▶ [What this task involves] Keep the pictures out. Write out every line of the listing exactly.

▶ [Data block]
□ □ □

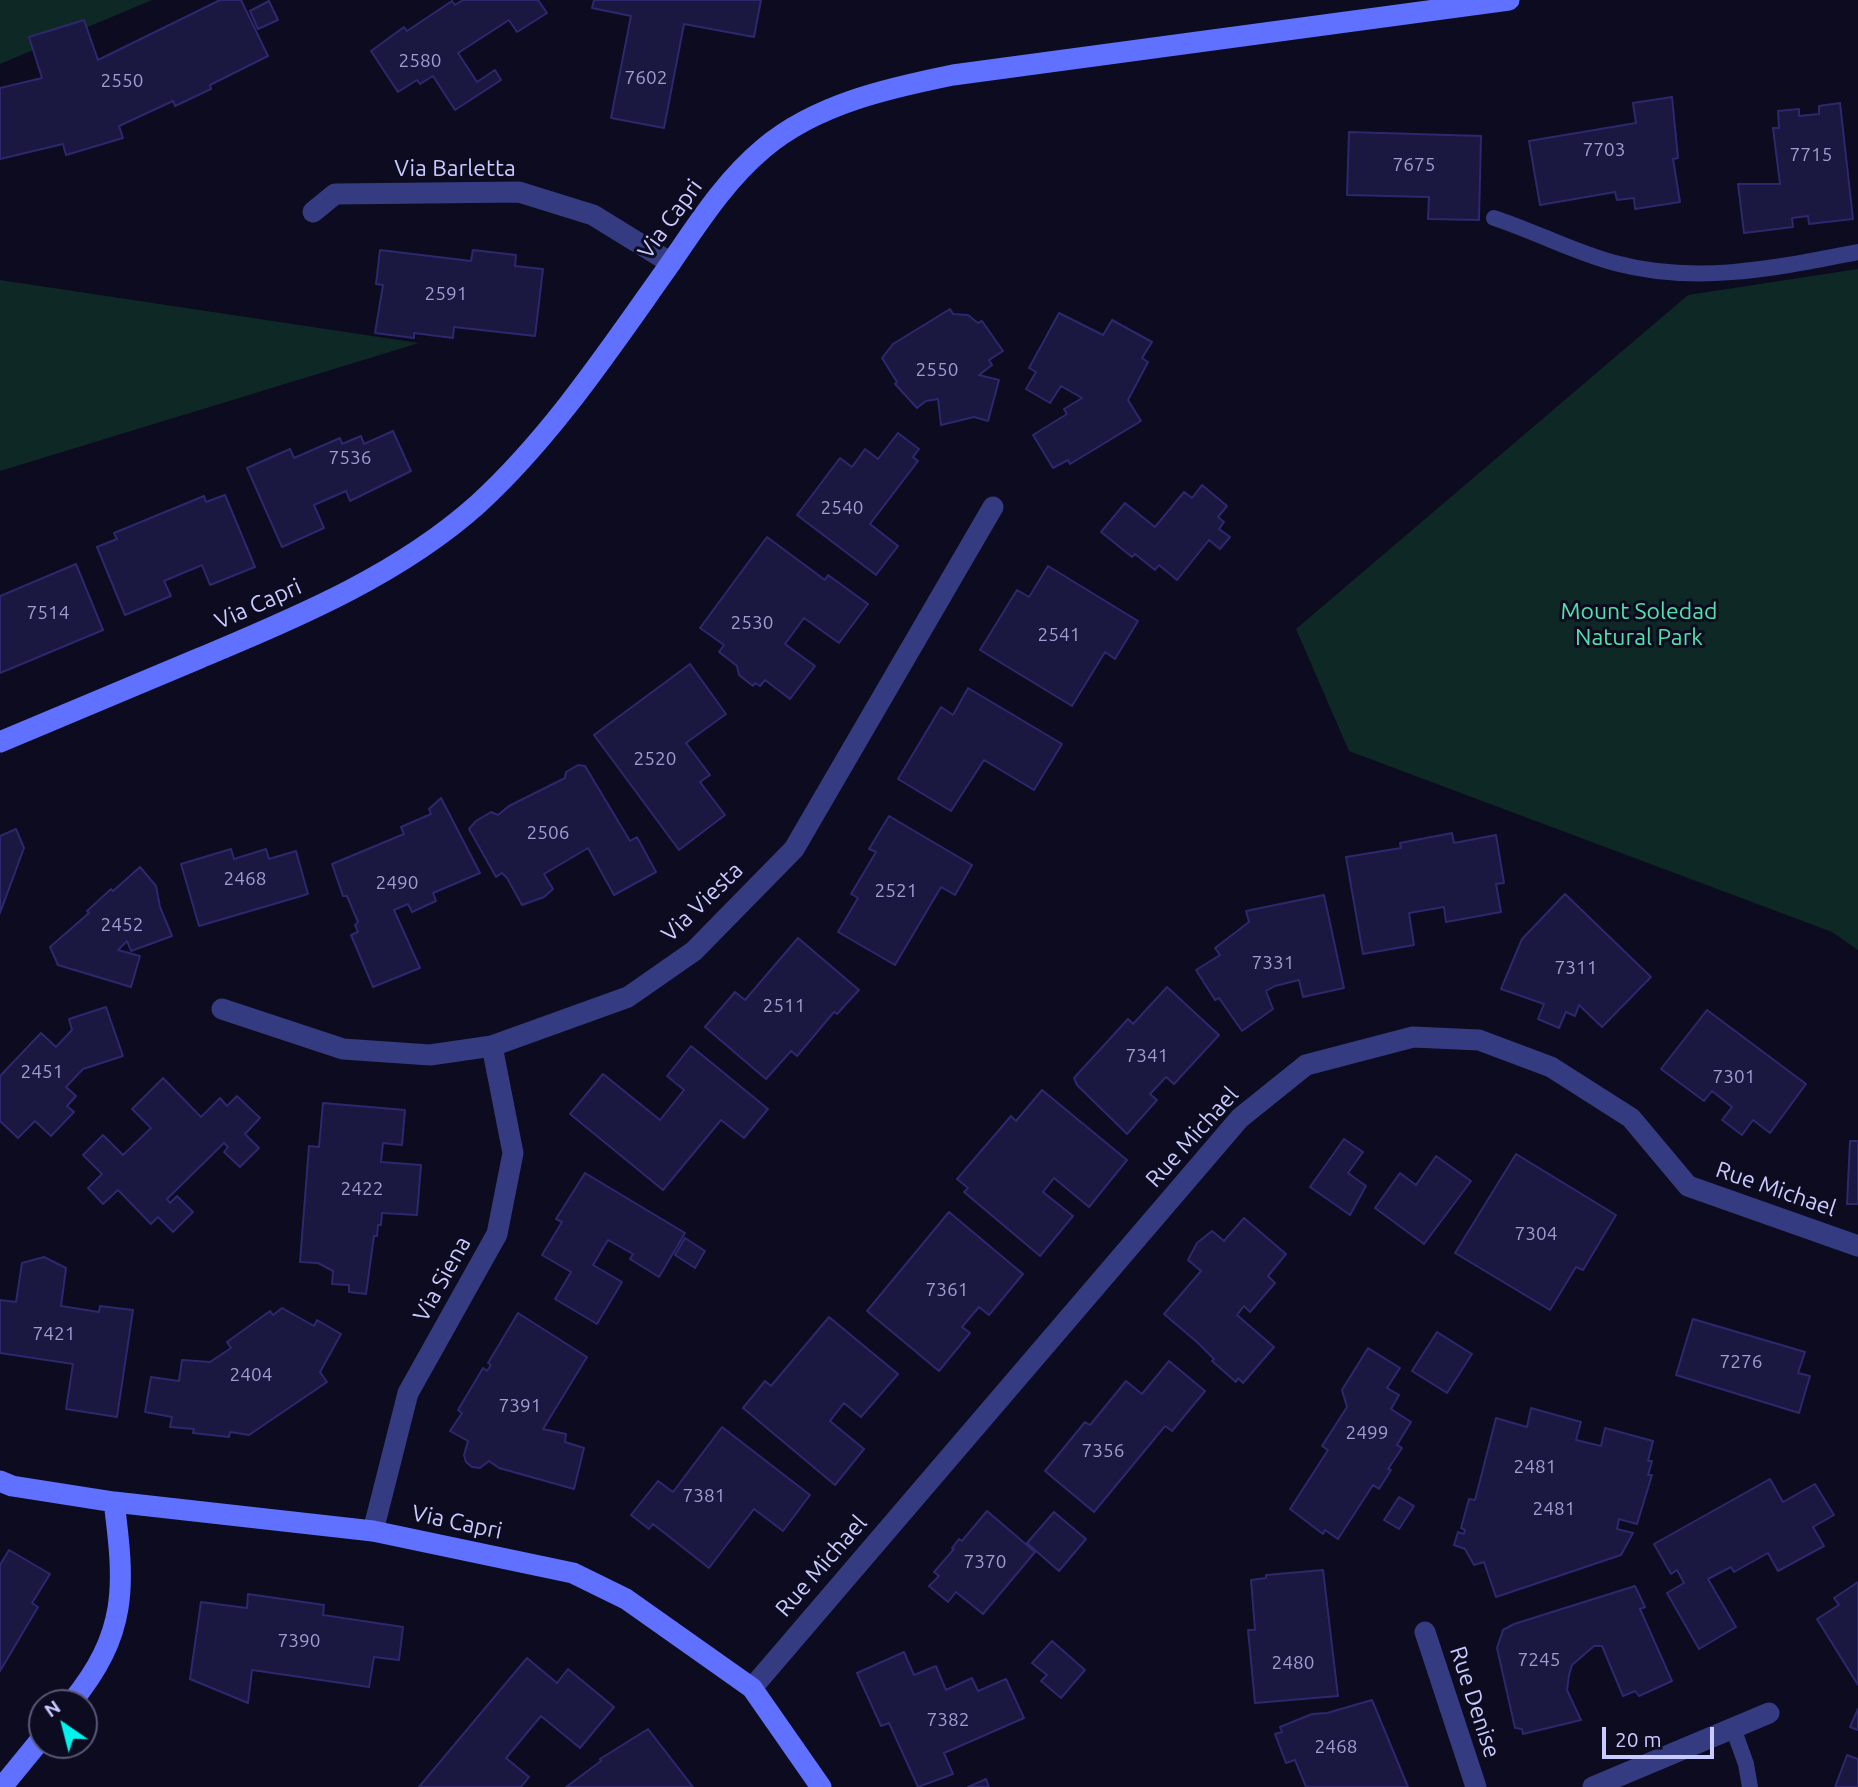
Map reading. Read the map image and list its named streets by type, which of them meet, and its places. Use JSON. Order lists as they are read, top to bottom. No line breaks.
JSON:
{"streets":{"street":["Via Barletta","Via Capri","Via Viesta","Rue Michael","Via Siena","Rue Denise"]},"crossings":[["Via Barletta","Via Capri"],["Via Capri","Rue Michael"],["Via Capri","Via Siena"],["Via Viesta","Via Siena"]],"parks":["Mount Soledad Natural Park"],"house_numbers":["2580","7602","2550","7703","7715","7675","2591","2550","7536","2540","7514","2530","2541","2520","2506","2468","2490","2521","2452","7331","7311","2511","7341","2451","7301","2422","7304","7361","7421","7276","2404","7391","2499","7356","2481","7381","2481","7370","7390","7245","2480","7382","2468"],"scale_bar":"20 m","north":"top left"}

□ □ □

▶ [Solution to the exercise]
Map reading. Read the map image and list its named streets by type, which of them meet, and its places. Use JSON. Order lists as they are read, top to bottom. No line breaks.
JSON:
{"streets":{"street":["Via Barletta","Via Capri","Via Viesta","Rue Michael","Via Siena","Rue Denise"]},"crossings":[["Via Barletta","Via Capri"],["Via Capri","Rue Michael"],["Via Capri","Via Siena"],["Via Viesta","Via Siena"]],"parks":["Mount Soledad Natural Park"],"house_numbers":["2580","7602","2550","7703","7715","7675","2591","2550","7536","2540","7514","2530","2541","2520","2506","2468","2490","2521","2452","7331","7311","2511","7341","2451","7301","2422","7304","7361","7421","7276","2404","7391","2499","7356","2481","7381","2481","7370","7390","7245","2480","7382","2468"],"scale_bar":"20 m","north":"top left"}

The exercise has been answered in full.